Where a line in the entries below contains the word "Harraby", count it. Return the total alone.

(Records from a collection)
────────

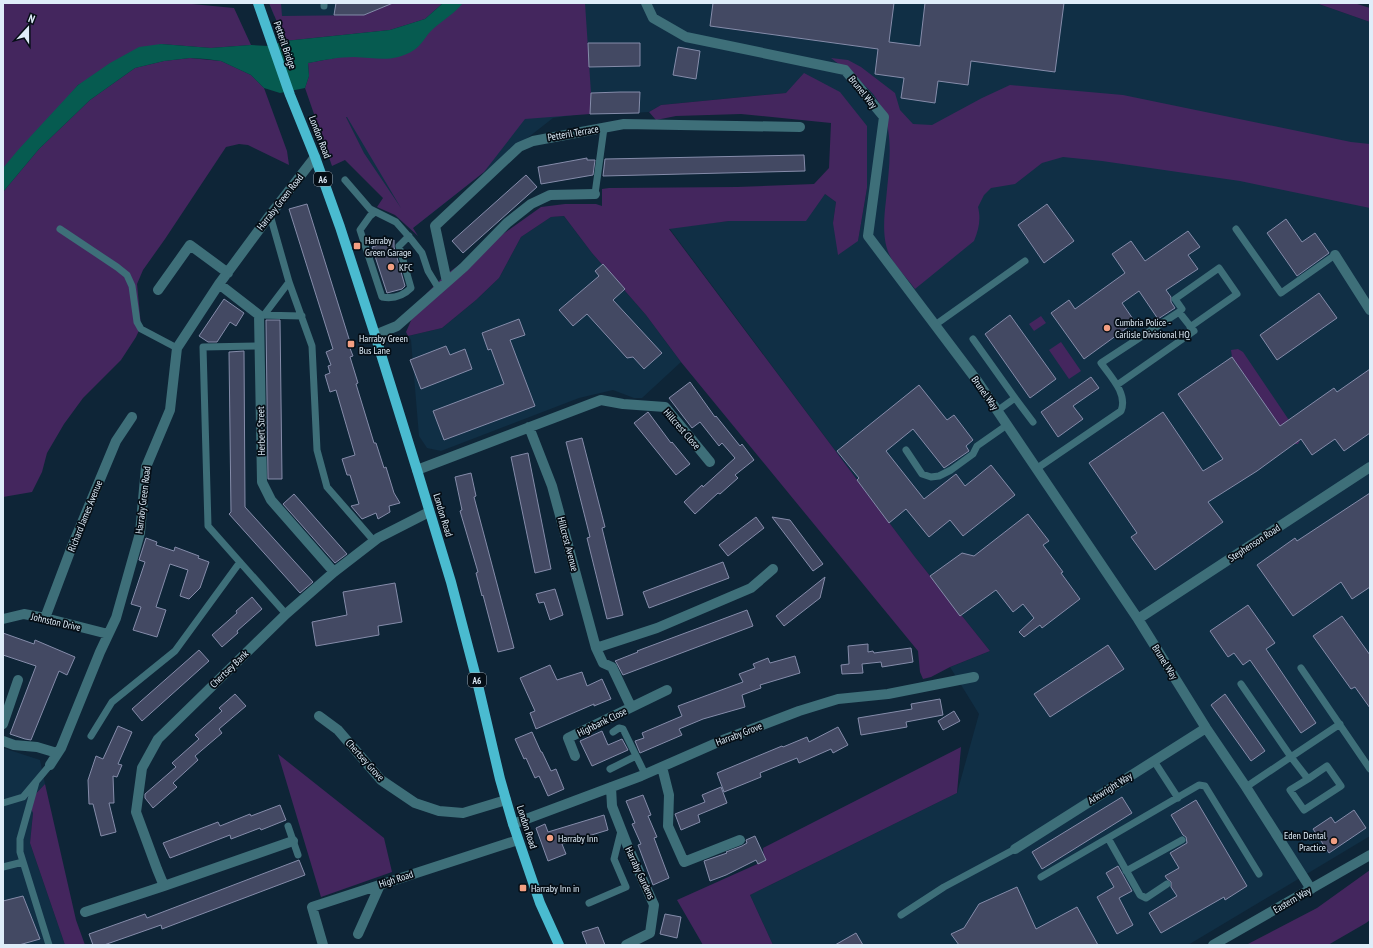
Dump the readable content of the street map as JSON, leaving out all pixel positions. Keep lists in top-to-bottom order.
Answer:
{
  "streets": {
    "main road": ["Petteril Bridge", "London Road", "A6"],
    "street": [
      "Brunel Way",
      "Petteril Terrace",
      "Harraby Green Road",
      "Hillcrest Close",
      "Herbert Street",
      "Richard James Avenue",
      "Stephenson Road",
      "Hillcrest Avenue",
      "Johnston Drive",
      "Chertsey Bank",
      "Highbank Close",
      "Harraby Grove",
      "Chertsey Grove",
      "Arkwright Way",
      "Harraby Gardens",
      "High Road",
      "Eastern Way"
    ]
  },
  "crossings": [
    ["Petteril Bridge", "London Road"],
    ["Brunel Way", "Stephenson Road"],
    ["Brunel Way", "Arkwright Way"],
    ["Brunel Way", "Eastern Way"],
    ["London Road", "Harraby Green Road"],
    ["London Road", "Chertsey Bank"],
    ["London Road", "Harraby Grove"],
    ["London Road", "Chertsey Grove"],
    ["London Road", "High Road"],
    ["Harraby Green Road", "Johnston Drive"],
    ["Hillcrest Close", "Hillcrest Avenue"],
    ["Herbert Street", "Chertsey Bank"],
    ["Richard James Avenue", "Johnston Drive"],
    ["Hillcrest Avenue", "Highbank Close"],
    ["Harraby Grove", "Harraby Gardens"]
  ],
  "places": {
    "transit": ["Harraby Green Garage", "Harraby Green Bus Lane", "Harraby Inn in"],
    "other": [
      "KFC",
      "Cumbria Police - Carlisle Divisional HQ",
      "Harraby Inn",
      "Eden Dental Practice"
    ]
  },
  "north": "top"
}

────────

### Solved exercise
9